エルヴィスは服が裂け、血筋が走る。だが、その血筋が炎となり、身を癒す。斬ったメグルの方がびっくりするほどに堂々と胸を隠してエルヴィスはその場を動かなかった。
「エルヴィス!?」
「エルヴィス姉ちゃん!?」
エルヴィスは空いた手でバーディスとルビアを制する。近寄るなと無言で睨み。エルヴィスの肩に小さな火の鳥が止まり消え失せる。
「メグル……こちらへ」
「エルヴィスの姉御……傷は? なぜ……避けてくださらなかったのですか?」
「私は『ここを動かない』と言ったわ。それだけよ。それよりも受け取りに来なさい」
エルヴィスは待ち、メグルが恐る恐る近付く。そして、エルヴィスは近付いたメグルの右手をつかみ。その小指に指輪をはめる。綺麗なピンク色の輝きを持つ指輪にメグルはみとれる。
「では、今日は解散。バーディスの妹たちとの戦いに備えなさい」
「……はい。姉御」
エルヴィスはその場から何もなかったかのように更衣室に向かって立ち去る。残ったメグルにルビアとバーディスが近寄る。
「あんがいあっさりね。よかったじゃない。にしても斬っても死なないエルヴィスは本当に化け物になっちゃたわね」
「姉さんに最初に会った時から思うのは爪隠しが上手いですよね。逆にぞくぞくしちゃう」
「助けていただきありがとうございました。姉さん方」
「ああ、よかった。見直したわ」
「ふん、これからも私も姉さんと言いなさい」
「ルビア……偉そうに」
「偉いですから」
3人はそのまま、クスクスと笑い合うのだった。
*
「はぁ、よかったよかった。予想よりも早く打ち解けたようね。立派立派」
私は訓練所を出たあと盗み聞きをし、3人の様子を伺い。大丈夫そうだと安心して、場所を移す。上手く行き過ぎて笑いが出そうだが。淑女はそんな事をしない。
笑う時はもっといい場所で笑うべきだ。その時は魔女として盛大に笑ってやろう。
「思った以上な活躍を3人に期待しましょ……では私は……」
お金稼ぎを考える。3人に渡せる賃金を用意しなくてはいけない。副業の服屋はそこそこだが、まだしっかりと喧伝できていない。
「折角です。
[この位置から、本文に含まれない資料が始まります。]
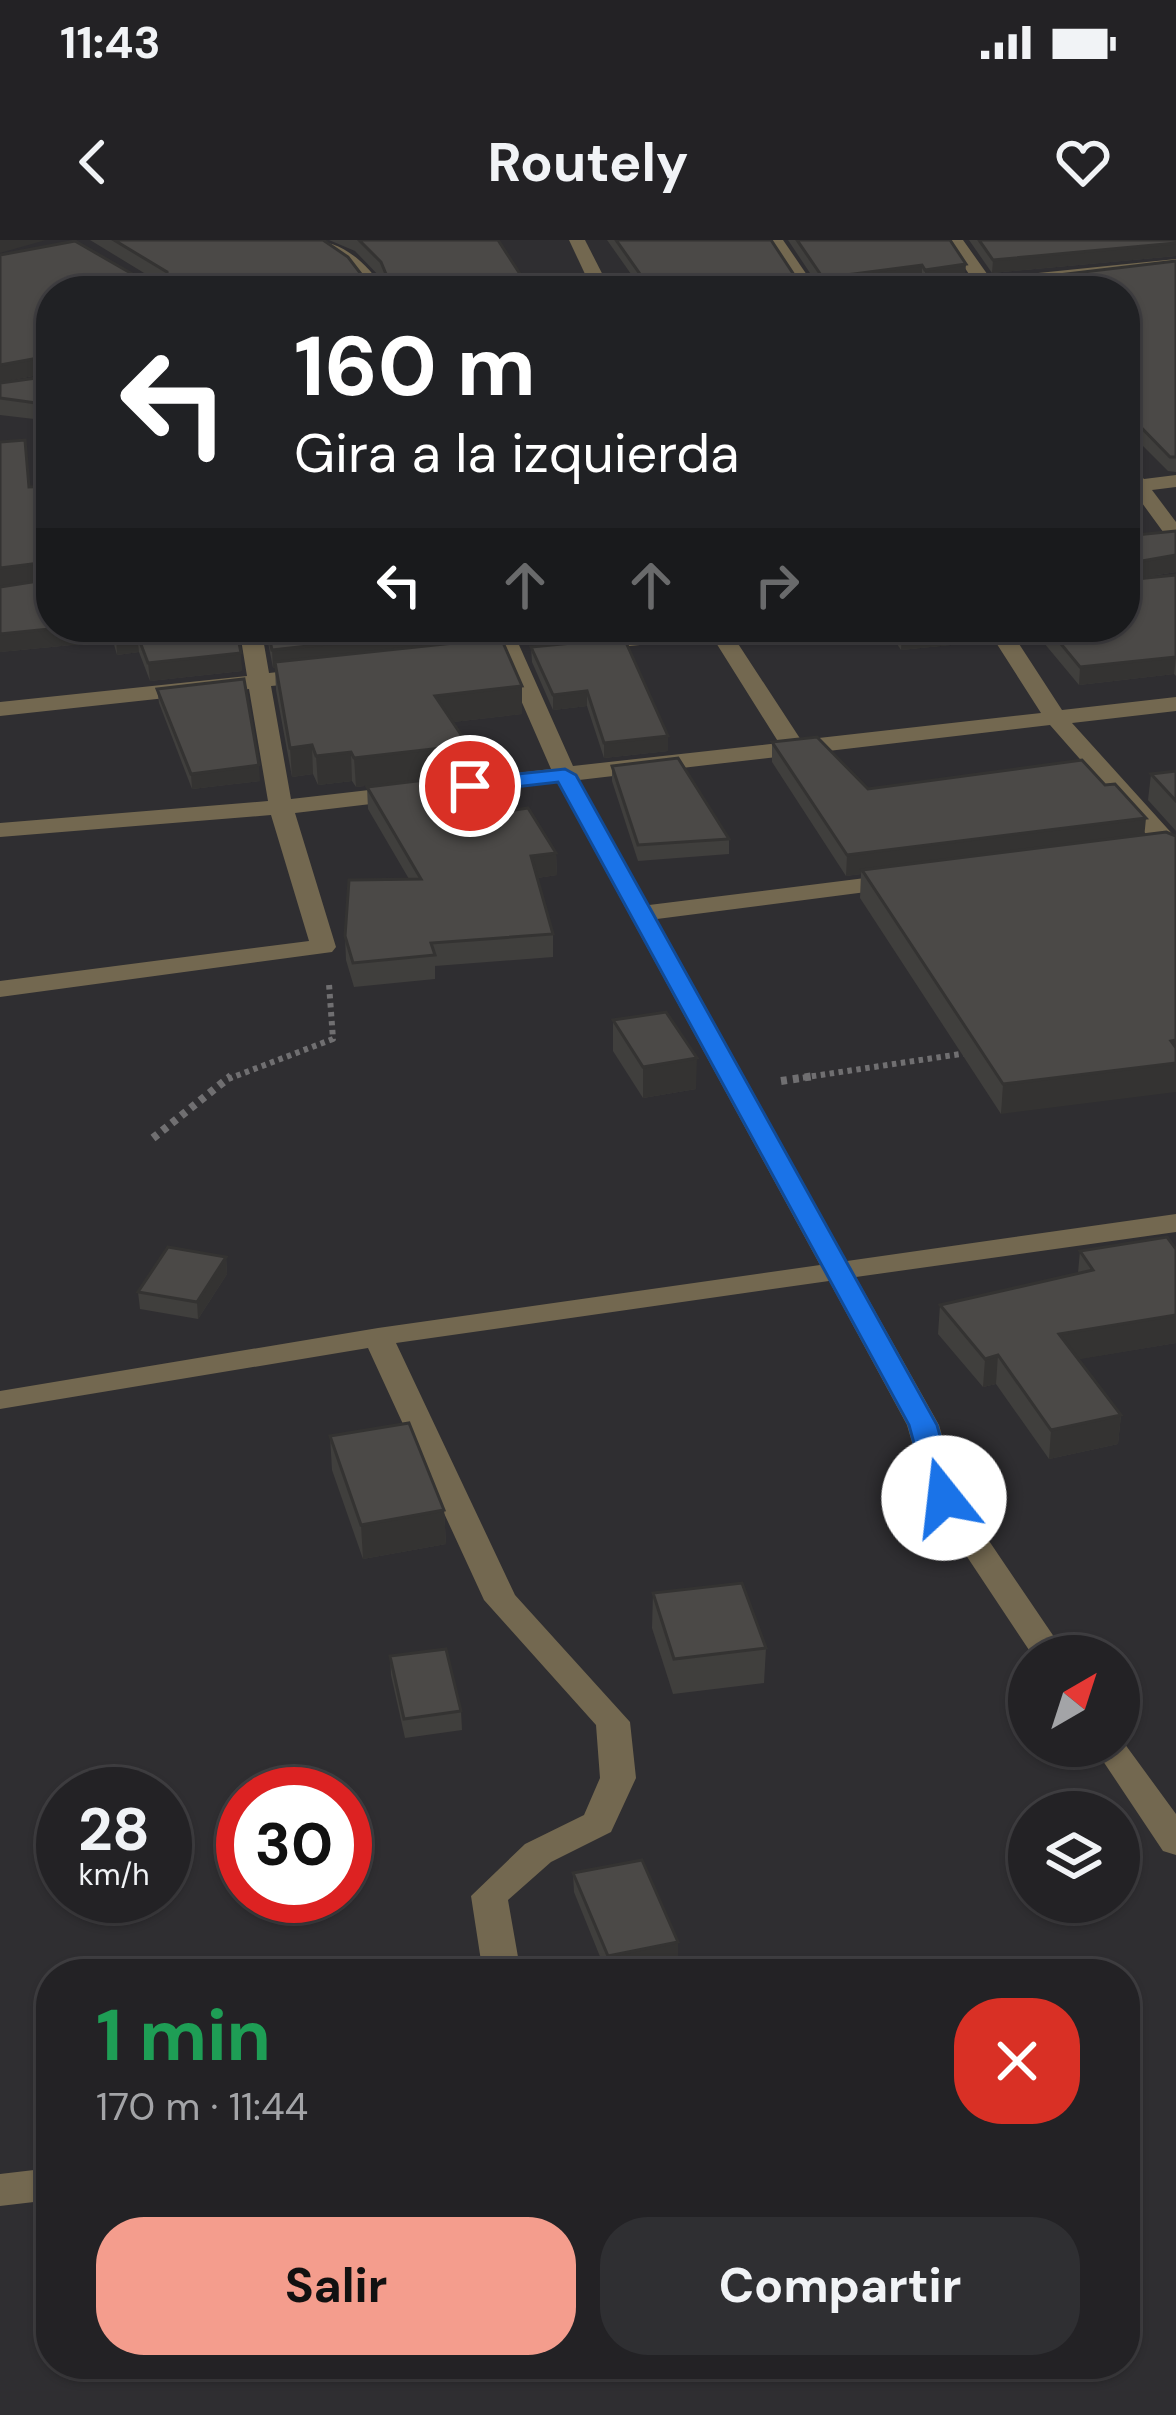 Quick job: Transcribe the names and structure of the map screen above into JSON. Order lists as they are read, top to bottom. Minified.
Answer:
{"north":"top right","page":{"status":"11:43","header":"Routely","turn":["160 m","Gira a la izquierda"],"speed":"28 km/h","limit":"30","heading":["1 min","170 m · 11:44"],"buttons":["Salir","Compartir"]}} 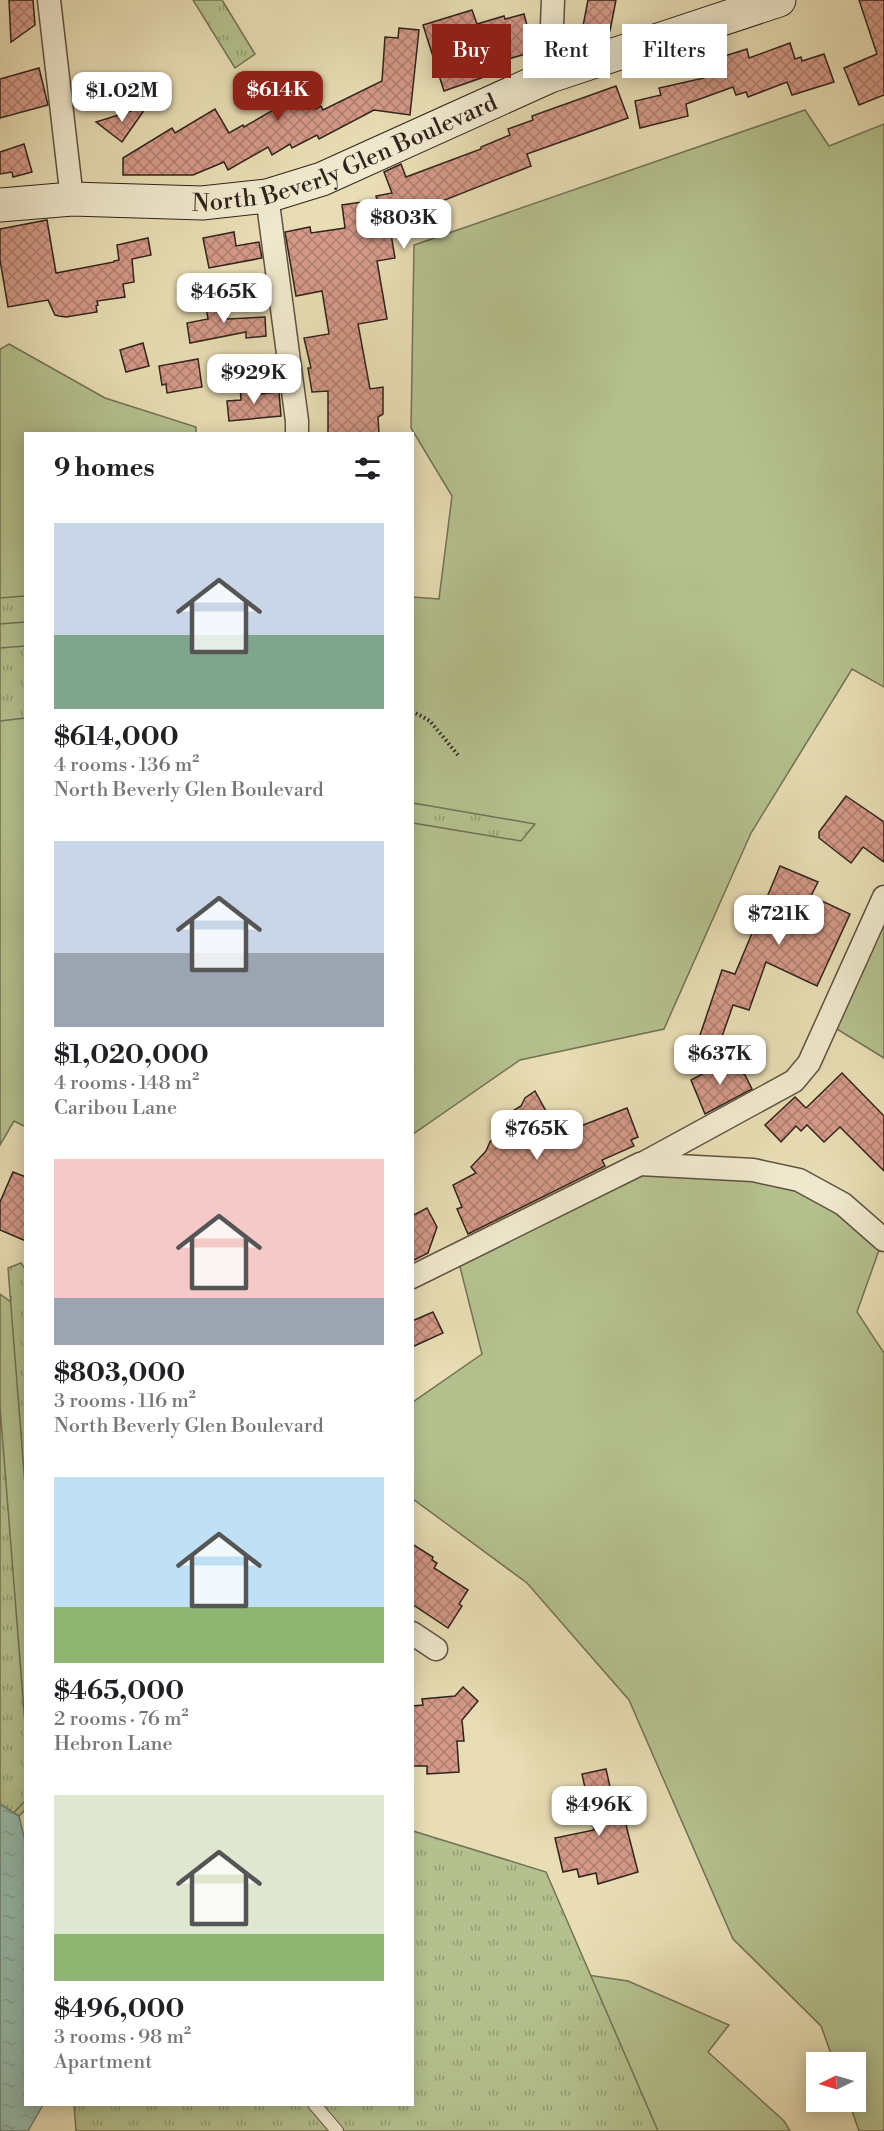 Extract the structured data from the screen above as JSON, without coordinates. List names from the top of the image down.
{
  "streets": {
    "main road": ["North Beverly Glen Boulevard"]
  },
  "north": "left",
  "page": {
    "chip": ["Buy", "Rent", "Filters"],
    "price": [
      "$614K",
      "$1.02M",
      "$803K",
      "$465K",
      "$929K",
      "$721K",
      "$637K",
      "$765K",
      "$496K"
    ],
    "heading": "9 homes",
    "list": [
      {
        "name": "$614,000",
        "note": "4 rooms · 136 m² · North Beverly Glen Boulevard"
      },
      {
        "name": "$1,020,000",
        "note": "4 rooms · 148 m² · Caribou Lane"
      },
      {
        "name": "$803,000",
        "note": "3 rooms · 116 m² · North Beverly Glen Boulevard"
      },
      {
        "name": "$465,000",
        "note": "2 rooms · 76 m² · Hebron Lane"
      },
      {
        "name": "$496,000",
        "note": "3 rooms · 98 m² · Apartment"
      }
    ]
  }
} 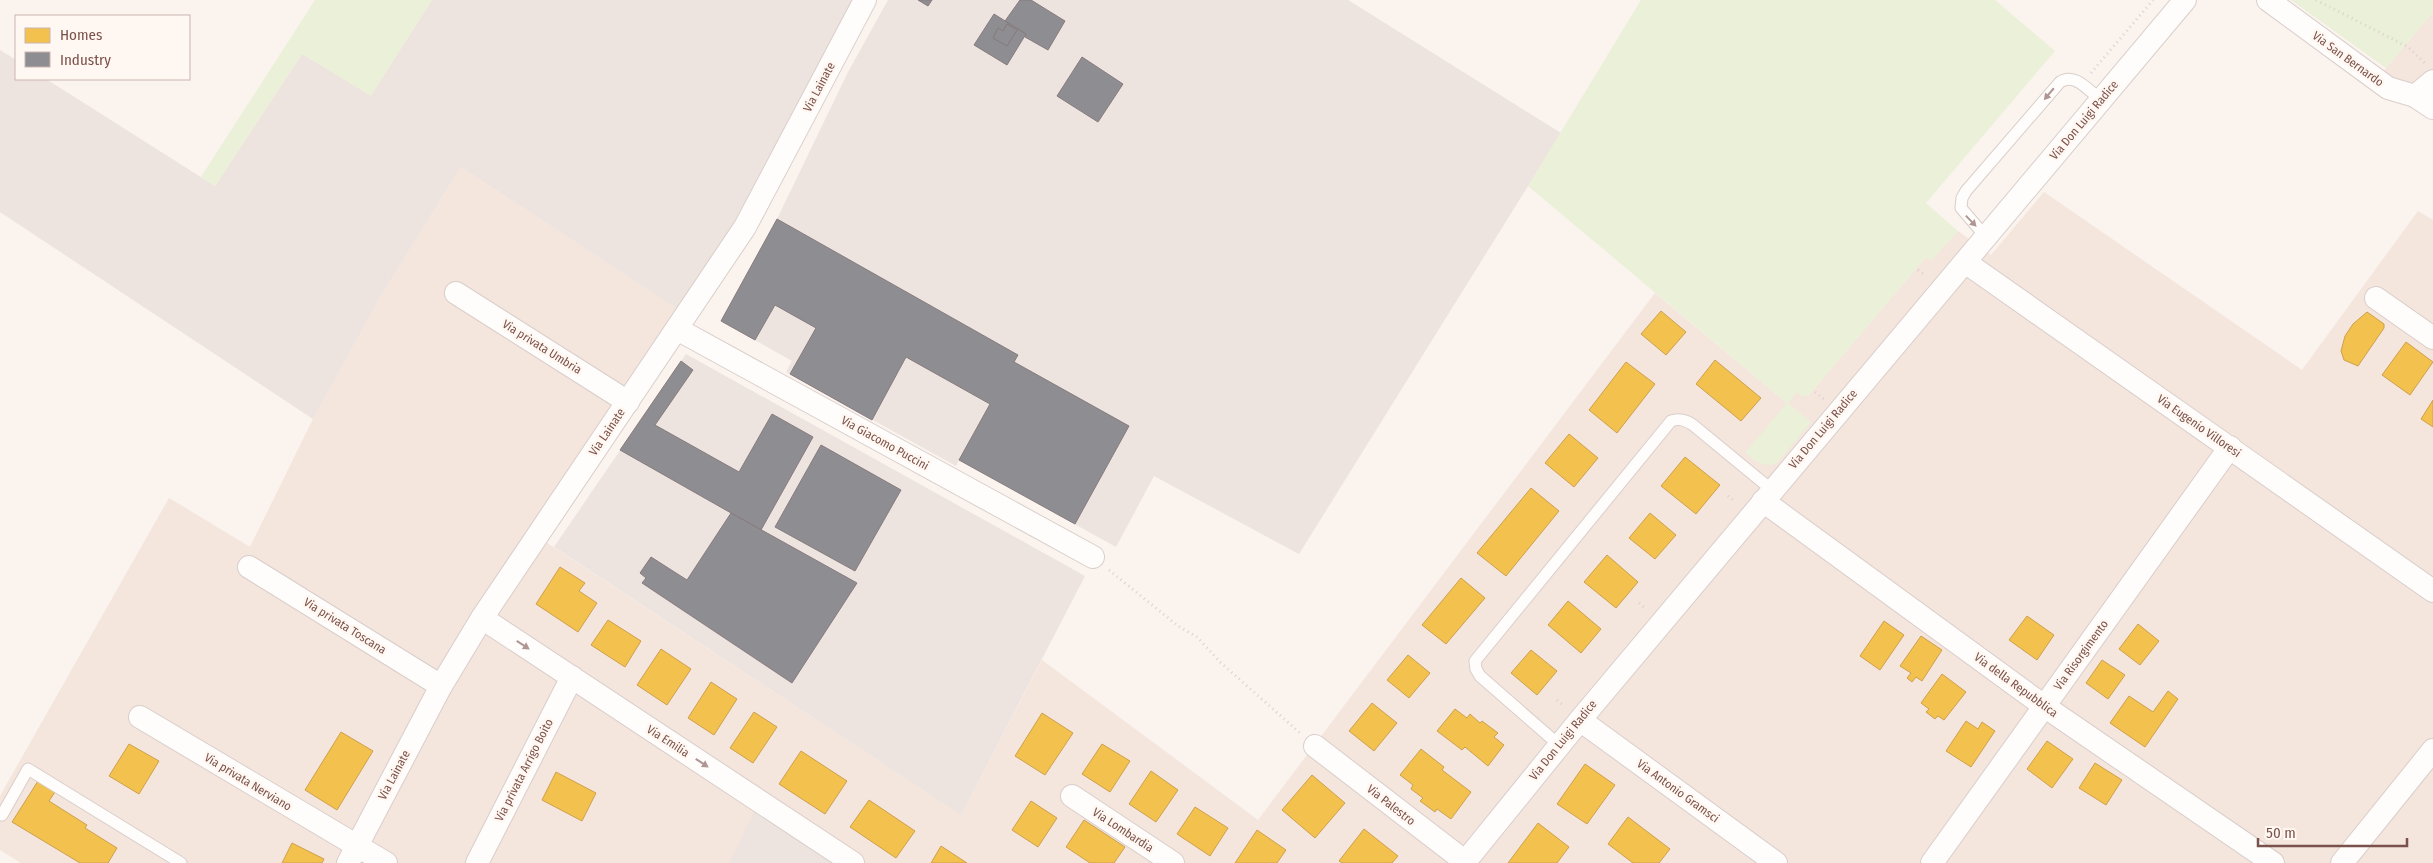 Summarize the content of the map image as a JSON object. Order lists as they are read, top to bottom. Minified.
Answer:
{"streets":{"street":["Via San Bernardo","Via Lainate","Via Don Luigi Radice","Via privata Umbria","Via Eugenio Villoresi","Via Giacomo Puccini","Via privata Toscana","Via Risorgimento","Via della Repubblica","Via Emilia","Via privata Arrigo Boito","Via privata Nerviano","Via Antonio Gramsci","Via Palestro","Via Lombardia"]},"crossings":[["Via Lainate","Via privata Umbria"],["Via Lainate","Via Giacomo Puccini"],["Via Lainate","Via privata Toscana"],["Via Lainate","Via Emilia"],["Via Lainate","Via privata Nerviano"],["Via Don Luigi Radice","Via Eugenio Villoresi"],["Via Don Luigi Radice","Via della Repubblica"],["Via Don Luigi Radice","Via Antonio Gramsci"],["Via Don Luigi Radice","Via Palestro"],["Via Eugenio Villoresi","Via Risorgimento"],["Via Risorgimento","Via della Repubblica"],["Via Emilia","Via privata Arrigo Boito"]],"one_way":["Via Emilia"],"legend":["Homes","Industry"],"scale_bar":"50 m"}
手に入れた城でも……眺めに行きましょうか?」
私はほくそ笑みながら。奪ったギルドの建物の事を考える。立派な城になってくれると信じて……そこを学園外の拠点とする事を決めている。
「そういえば……聖女の動きもみてみましょうかね。いいえ、今はどうでもいいかしら」
夢見心地の聖女に現実を突きつけるのはもっと先になりそうだ。